** Extracted data follows **

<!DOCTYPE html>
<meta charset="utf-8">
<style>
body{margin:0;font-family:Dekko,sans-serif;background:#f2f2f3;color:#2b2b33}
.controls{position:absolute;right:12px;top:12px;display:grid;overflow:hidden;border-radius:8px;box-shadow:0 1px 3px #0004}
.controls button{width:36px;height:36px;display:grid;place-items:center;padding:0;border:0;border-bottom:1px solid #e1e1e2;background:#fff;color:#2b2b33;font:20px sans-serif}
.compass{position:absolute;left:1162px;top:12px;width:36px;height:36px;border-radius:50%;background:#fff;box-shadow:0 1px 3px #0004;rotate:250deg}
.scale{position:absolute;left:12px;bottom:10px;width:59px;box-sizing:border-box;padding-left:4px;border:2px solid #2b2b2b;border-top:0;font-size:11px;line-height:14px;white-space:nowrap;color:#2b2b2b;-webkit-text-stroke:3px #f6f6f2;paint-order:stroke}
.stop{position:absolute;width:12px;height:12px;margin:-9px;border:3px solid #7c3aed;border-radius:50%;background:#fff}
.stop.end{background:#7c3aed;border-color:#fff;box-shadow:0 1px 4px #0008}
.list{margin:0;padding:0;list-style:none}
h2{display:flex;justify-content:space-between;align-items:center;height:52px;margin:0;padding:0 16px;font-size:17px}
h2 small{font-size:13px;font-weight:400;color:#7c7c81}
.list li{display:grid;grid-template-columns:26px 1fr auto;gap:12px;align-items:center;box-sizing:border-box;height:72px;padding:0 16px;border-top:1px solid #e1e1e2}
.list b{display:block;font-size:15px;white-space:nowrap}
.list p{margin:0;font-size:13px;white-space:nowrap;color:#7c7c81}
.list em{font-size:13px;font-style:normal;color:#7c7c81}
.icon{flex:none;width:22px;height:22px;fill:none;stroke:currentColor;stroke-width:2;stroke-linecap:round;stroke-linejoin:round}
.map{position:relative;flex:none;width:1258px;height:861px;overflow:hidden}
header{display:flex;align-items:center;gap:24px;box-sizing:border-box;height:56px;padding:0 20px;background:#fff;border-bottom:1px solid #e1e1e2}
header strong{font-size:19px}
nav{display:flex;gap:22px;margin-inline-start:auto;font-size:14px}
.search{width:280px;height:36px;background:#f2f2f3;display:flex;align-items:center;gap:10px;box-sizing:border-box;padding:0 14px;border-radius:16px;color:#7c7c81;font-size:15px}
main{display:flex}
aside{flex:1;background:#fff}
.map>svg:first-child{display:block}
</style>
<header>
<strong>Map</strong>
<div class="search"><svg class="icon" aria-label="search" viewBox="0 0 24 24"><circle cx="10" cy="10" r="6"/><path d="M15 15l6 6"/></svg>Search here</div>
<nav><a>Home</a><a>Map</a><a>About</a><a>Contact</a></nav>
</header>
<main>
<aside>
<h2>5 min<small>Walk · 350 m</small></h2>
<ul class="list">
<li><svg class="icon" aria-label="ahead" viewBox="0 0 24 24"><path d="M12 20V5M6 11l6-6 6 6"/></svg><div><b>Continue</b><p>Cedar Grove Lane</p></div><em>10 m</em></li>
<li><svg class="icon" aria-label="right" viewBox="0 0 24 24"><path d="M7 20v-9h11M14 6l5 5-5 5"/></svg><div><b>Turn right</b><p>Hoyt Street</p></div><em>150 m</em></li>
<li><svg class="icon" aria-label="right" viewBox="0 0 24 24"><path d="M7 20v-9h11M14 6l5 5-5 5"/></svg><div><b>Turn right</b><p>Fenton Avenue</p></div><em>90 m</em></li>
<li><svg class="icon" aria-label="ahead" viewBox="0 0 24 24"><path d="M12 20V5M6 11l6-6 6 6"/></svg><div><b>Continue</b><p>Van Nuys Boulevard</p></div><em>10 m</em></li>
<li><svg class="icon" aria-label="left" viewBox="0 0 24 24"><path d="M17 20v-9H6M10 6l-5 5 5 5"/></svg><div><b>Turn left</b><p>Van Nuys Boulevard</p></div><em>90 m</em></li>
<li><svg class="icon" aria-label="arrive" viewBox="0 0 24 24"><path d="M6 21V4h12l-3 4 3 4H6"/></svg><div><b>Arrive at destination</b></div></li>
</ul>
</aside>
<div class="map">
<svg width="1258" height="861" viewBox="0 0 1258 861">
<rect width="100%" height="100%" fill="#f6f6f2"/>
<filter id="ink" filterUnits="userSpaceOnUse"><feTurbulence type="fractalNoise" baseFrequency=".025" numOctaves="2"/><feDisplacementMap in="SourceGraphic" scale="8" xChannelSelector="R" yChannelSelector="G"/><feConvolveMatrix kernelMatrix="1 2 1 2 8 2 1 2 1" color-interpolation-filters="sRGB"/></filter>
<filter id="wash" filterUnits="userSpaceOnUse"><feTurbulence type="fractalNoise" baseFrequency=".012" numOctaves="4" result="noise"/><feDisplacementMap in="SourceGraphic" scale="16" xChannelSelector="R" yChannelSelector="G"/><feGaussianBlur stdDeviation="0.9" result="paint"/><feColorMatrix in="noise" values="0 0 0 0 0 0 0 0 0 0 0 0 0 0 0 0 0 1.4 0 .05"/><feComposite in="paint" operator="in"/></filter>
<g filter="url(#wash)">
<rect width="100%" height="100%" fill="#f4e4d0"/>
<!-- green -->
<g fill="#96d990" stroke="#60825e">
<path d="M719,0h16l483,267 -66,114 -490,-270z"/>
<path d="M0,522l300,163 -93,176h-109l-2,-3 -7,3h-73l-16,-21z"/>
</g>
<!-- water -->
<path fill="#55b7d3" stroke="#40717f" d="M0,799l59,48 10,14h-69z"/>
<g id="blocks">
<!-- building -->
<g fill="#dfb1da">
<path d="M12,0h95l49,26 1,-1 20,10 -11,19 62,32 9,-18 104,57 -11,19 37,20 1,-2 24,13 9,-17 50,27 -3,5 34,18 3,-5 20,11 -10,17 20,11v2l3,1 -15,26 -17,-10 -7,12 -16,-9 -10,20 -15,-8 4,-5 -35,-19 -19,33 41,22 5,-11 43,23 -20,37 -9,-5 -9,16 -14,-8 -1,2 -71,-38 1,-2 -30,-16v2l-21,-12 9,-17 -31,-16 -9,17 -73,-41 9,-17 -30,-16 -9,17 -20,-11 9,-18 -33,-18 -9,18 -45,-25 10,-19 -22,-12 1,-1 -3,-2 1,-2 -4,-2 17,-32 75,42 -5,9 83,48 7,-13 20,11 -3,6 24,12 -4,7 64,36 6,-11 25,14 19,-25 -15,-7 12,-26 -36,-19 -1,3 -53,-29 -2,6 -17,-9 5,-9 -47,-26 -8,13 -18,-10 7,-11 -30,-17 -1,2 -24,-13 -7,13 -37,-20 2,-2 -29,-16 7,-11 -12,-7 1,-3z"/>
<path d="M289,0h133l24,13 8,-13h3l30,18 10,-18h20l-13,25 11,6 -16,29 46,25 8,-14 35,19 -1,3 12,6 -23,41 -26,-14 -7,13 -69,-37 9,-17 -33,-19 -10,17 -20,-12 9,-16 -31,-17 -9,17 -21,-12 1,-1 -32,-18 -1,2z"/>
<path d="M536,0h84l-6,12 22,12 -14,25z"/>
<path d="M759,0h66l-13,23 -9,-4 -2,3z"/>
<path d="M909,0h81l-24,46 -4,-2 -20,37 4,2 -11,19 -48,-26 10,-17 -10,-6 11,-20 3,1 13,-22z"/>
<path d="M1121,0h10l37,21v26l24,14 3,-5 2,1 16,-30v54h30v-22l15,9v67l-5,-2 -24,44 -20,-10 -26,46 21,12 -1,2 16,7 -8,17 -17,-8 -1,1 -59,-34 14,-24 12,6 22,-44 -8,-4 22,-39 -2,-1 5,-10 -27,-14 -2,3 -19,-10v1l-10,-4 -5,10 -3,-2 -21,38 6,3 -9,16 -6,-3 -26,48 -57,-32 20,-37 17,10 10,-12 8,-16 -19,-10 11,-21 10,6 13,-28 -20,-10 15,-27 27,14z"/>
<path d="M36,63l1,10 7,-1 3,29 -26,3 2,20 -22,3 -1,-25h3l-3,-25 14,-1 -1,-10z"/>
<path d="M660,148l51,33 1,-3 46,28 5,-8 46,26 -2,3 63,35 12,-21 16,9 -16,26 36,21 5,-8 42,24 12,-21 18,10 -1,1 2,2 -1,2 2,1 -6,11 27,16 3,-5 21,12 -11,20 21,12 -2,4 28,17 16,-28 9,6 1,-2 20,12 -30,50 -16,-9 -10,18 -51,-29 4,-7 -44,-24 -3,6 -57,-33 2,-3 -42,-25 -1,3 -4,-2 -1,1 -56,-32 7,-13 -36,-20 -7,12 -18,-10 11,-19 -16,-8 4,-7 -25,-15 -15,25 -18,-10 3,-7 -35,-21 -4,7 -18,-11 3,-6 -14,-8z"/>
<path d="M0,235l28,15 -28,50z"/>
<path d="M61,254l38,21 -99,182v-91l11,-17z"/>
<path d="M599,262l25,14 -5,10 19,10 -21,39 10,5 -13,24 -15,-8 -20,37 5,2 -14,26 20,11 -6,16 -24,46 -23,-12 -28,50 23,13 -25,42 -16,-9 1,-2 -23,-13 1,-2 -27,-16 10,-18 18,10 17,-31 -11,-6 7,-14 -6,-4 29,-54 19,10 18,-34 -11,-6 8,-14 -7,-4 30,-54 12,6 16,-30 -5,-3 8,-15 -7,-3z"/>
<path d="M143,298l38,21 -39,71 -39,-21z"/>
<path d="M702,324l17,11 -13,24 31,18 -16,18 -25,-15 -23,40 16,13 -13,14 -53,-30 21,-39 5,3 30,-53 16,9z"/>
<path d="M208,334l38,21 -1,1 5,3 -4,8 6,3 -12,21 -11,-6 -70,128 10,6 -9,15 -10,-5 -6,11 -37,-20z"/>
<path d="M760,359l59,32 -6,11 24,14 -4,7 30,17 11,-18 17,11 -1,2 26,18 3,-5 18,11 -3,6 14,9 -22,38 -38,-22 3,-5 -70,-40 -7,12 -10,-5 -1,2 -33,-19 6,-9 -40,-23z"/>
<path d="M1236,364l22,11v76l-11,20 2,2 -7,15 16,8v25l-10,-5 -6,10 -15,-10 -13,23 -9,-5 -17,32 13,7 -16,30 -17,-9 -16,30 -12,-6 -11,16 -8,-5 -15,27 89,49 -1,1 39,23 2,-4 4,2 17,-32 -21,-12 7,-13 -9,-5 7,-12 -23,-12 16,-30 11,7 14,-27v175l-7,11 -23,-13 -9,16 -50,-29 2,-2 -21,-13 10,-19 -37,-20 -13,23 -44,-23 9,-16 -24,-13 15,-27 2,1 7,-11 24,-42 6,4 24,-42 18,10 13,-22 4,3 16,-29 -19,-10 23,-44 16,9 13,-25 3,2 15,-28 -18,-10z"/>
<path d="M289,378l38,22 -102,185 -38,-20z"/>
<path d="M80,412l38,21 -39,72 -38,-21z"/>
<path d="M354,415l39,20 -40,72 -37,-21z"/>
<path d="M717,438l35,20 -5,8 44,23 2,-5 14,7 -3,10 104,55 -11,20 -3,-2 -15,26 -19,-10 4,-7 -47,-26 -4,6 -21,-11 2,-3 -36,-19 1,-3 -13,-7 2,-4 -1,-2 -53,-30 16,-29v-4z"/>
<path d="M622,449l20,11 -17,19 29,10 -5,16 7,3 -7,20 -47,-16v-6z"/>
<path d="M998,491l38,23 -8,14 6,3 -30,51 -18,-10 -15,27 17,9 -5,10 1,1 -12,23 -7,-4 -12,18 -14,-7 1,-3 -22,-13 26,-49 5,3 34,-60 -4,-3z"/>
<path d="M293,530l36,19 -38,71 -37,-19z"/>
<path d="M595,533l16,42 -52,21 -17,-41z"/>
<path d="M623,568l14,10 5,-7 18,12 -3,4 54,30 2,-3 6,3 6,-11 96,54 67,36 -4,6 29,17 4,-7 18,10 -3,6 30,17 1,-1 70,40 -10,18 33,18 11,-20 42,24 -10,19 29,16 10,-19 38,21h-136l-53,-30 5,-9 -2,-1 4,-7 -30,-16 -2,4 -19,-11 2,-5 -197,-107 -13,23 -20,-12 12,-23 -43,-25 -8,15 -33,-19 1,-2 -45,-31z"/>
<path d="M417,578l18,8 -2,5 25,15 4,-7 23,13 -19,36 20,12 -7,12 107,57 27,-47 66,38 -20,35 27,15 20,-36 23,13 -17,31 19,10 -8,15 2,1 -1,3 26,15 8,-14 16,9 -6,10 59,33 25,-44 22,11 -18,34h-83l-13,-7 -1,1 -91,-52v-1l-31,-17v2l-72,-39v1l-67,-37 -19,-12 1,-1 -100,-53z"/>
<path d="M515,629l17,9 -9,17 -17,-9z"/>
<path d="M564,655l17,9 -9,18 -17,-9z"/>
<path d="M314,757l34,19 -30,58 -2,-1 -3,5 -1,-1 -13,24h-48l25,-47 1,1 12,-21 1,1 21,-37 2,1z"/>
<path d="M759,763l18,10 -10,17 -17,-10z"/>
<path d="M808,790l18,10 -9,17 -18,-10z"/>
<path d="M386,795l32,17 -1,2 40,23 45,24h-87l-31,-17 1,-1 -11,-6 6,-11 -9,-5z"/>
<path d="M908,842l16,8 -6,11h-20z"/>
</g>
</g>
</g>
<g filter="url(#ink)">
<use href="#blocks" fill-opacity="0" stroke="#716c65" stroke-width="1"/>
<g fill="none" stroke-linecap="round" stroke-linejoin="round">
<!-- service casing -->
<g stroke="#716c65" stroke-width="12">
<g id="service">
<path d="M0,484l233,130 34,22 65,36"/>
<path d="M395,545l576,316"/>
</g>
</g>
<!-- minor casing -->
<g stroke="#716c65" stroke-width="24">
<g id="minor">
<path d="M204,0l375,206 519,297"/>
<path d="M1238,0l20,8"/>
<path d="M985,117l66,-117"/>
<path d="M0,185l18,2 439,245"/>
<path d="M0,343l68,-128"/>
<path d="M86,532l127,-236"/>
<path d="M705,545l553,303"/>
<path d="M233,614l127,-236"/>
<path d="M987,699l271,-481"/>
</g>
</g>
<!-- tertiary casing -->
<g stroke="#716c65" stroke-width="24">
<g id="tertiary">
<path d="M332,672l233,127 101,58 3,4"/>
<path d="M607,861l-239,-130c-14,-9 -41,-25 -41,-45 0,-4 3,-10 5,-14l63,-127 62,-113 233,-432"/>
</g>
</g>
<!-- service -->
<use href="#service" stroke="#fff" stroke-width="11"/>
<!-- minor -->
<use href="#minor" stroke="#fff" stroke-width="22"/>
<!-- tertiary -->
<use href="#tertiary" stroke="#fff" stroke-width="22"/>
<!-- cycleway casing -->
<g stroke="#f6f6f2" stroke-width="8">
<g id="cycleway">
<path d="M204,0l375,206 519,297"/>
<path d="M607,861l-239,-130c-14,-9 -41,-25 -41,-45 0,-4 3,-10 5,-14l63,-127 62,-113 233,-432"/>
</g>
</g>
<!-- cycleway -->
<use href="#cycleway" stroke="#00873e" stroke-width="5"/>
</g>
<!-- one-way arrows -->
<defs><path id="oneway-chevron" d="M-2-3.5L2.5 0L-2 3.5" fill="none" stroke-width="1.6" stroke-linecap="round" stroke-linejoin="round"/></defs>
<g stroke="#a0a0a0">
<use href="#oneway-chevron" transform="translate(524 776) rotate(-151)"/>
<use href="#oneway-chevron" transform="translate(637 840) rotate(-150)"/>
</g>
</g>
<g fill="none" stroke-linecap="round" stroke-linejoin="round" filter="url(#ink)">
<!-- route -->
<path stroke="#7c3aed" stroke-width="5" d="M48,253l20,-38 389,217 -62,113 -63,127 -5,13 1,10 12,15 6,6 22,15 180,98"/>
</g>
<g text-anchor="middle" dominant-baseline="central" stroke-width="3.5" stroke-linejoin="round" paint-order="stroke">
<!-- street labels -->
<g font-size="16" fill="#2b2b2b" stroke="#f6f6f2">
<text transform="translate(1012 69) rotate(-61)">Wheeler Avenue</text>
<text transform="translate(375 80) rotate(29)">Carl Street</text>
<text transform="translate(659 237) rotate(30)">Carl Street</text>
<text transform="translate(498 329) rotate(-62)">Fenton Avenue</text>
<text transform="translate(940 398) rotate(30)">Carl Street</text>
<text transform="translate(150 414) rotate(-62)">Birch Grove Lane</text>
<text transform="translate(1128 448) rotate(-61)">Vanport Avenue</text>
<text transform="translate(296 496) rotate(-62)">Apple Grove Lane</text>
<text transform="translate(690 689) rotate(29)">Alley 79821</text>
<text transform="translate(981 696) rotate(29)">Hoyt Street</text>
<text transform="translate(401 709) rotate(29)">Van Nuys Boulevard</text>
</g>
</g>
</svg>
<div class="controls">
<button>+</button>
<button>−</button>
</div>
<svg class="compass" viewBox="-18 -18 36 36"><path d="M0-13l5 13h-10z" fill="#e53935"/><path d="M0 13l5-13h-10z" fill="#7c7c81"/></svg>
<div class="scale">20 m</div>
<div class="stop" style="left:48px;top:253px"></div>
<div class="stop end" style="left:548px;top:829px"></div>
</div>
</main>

** End of Extracted data **

Requirement: Set aside each line above that includes the string "list" and report it.

Exercise answer:
.list{margin:0;padding:0;list-style:none}
.list li{display:grid;grid-template-columns:26px 1fr auto;gap:12px;align-items:center;box-sizing:border-box;height:72px;padding:0 16px;border-top:1px solid #e1e1e2}
.list b{display:block;font-size:15px;white-space:nowrap}
.list p{margin:0;font-size:13px;white-space:nowrap;color:#7c7c81}
.list em{font-size:13px;font-style:normal;color:#7c7c81}
<ul class="list">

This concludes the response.